Par conséquent, des recherches supplémentaires seront nécessaires pour déterminer plus précisément quelles caractéristiques particulières des espaces naturels sont associées aux bienfaits sur la santé mentale. « Nous soupçonnons qu’il existe une relation entre la structure des espaces verts et les réactions du cerveau/de l’humeur/de la santé, tout comme il peut y en avoir dans la musique », expliquent les chercheurs. En effet, des études ont révélé que la musique — notamment la musique « complexe » telles les compositions de Mozart — pouvait stimuler temporairement le cerveau et ainsi favoriser l’exécution de tâches et la résolution de problèmes difficiles (une hypothèse dénommée « effet Mozart »).

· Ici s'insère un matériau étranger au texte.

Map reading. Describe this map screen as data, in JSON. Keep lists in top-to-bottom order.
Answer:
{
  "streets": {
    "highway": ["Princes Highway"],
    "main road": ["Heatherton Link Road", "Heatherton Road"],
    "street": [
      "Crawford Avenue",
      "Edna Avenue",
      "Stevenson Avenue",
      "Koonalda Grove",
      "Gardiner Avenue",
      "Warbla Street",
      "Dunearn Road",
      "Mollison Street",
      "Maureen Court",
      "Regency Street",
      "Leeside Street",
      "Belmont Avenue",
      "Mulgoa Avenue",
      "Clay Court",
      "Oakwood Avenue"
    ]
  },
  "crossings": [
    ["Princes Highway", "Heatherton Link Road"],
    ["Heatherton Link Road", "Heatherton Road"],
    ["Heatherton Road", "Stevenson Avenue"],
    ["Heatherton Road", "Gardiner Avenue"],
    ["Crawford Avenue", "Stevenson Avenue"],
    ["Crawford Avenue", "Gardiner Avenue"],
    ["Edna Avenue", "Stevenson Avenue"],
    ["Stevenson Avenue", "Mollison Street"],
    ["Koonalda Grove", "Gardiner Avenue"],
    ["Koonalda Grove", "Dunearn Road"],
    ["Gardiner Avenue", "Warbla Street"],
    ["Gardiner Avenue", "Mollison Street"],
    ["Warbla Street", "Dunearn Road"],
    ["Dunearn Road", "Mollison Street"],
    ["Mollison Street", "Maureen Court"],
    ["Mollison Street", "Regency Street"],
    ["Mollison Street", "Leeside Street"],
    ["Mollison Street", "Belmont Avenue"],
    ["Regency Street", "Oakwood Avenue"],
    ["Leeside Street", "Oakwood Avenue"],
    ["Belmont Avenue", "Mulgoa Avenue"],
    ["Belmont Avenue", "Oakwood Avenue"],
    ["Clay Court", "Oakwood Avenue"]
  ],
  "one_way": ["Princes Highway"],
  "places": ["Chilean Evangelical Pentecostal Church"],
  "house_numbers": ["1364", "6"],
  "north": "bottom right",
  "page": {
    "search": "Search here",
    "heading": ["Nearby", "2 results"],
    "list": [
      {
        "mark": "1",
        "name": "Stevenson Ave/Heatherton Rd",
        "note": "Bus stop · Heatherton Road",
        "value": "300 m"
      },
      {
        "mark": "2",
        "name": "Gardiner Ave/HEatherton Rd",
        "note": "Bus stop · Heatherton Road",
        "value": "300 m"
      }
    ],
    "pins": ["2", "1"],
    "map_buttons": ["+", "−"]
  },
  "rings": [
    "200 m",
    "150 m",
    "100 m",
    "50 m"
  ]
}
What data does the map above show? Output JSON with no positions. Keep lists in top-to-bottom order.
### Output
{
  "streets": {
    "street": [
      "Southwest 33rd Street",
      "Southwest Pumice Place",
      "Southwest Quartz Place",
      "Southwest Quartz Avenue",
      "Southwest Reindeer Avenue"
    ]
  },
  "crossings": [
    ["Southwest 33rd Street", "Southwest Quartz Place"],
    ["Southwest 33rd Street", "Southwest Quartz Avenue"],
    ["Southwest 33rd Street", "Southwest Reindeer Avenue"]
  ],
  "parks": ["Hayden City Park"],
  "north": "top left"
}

Des études ont montré dernièrement que ce phénomène se produit avec n’importe quel type de musique, du moment qu’elle est appréciée du sujet.
Sur le même principe, peut-être que la structure des espaces verts (formes des arbres, panachure de textures et d’ombres) peut entraîner différents effets cognitifs modérateurs du stress. Et dans ce cas, est-ce la structure elle-même ou simplement la préférence de chacun en matière de « décoration végétale » qui favorise de tels effets ? C’est ce que vont tenter de découvrir les chercheurs dans leurs futures études sur le sujet.